Gardening with Charlie Hart
PUBLISHED: 10:28 16 January 2018 | UPDATED: 12:25 16 January 2018
February, a month of preparation when we can hold onto the hope that winter will soon be over
February is a hard month so I’m grateful it’s the shortest. The glow of Christmas has worn off, but spring has not yet sprung. On the other hand, the garden provides some important consolations to help us along the way – the golden glow of winter aconites, or perhaps witch hazel, crocuses threatening to reveal themselves, but best of all, the dawn chorus starts again outside our windows as our feathered friends begin looking for love.
Gardeners pay particular attention to light and it is in February that I notice the evenings begin to creep out. By the end of the month we are out of the darkest quarter of the year. If you keep chickens the improving light will mean they might even start laying eggs again. So it’s not all bad news.
In our garden, the end of the month witnesses the annual rose pruning campaign. Climbers and any plants particularly exposed to wind get pruned in autumn, otherwise they are vulnerable to wind rock, but the bulk receive their annual haircut now. There is no particular horticultural reason for this, and if you live in the north it might be better to wait until March, but for me the final snip on the final rose must come before the last day of February. It is a symbolic passage, a moment to say goodbye to the old gardening year and welcome in the new.

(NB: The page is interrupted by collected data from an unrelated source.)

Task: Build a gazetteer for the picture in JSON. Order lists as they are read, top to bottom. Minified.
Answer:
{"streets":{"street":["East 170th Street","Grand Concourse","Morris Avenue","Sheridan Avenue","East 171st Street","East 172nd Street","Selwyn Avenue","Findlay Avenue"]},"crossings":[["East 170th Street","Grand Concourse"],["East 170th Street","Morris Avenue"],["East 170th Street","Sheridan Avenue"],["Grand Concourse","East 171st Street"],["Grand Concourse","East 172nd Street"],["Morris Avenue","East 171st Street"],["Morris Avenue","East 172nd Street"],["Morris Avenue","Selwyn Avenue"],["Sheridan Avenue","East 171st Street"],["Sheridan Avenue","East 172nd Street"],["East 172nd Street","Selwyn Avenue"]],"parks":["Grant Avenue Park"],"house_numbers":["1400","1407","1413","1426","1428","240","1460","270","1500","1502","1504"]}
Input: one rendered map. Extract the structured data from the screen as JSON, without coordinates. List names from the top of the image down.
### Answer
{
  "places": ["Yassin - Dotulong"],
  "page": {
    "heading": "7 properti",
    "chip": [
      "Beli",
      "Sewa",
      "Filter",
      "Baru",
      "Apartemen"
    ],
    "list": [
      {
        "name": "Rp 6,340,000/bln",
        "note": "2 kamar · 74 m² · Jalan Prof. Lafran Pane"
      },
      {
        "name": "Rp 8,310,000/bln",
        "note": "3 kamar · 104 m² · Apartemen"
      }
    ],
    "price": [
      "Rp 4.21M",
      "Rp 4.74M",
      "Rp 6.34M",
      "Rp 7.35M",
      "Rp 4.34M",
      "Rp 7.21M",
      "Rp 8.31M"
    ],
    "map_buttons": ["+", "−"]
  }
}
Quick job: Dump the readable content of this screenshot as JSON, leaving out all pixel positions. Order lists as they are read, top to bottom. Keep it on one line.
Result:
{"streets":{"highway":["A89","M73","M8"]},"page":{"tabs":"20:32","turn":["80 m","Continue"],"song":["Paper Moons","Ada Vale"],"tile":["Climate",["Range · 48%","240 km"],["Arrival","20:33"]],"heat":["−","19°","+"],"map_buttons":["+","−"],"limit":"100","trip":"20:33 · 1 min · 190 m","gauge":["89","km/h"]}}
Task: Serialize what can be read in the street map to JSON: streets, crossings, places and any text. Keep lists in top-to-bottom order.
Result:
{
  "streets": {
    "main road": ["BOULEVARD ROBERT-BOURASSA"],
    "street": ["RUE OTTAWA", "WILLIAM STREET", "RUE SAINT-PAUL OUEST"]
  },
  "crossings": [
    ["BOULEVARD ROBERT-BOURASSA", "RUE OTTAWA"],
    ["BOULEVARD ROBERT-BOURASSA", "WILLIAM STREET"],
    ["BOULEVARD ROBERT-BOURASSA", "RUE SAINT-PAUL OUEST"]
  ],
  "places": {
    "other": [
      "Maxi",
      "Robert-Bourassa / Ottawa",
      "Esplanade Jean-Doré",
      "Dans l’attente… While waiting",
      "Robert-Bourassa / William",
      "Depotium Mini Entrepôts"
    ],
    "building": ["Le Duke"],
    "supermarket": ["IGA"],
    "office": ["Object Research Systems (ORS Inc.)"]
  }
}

Last year I worked out that I get through roughly 60 individual roses, which sounds like an awful lot, but really it isn’t compared to professional gardens. In fact, I would happily have more. It has been said that if roses could choose, they would probably choose clay, something that we are not short of here in the east. Roses are hungry plants so they like the heavy, nutrient rich soil that Suffolk so often has to offer. Perhaps this is why the oldest recorded rose growers in the country, Cants, are just outside Ipswich.
The month for mulch
This is also a good month to finish tidying borders and give everything a jolly good mulch. We use our own homemade compost, an amalgam of grass and plant cuttings, kitchen waste, chicken wallop and any leaves that didn’t go into leaf mould production. You can add spent mushroom compost and well rotted manure if you can get hold of them.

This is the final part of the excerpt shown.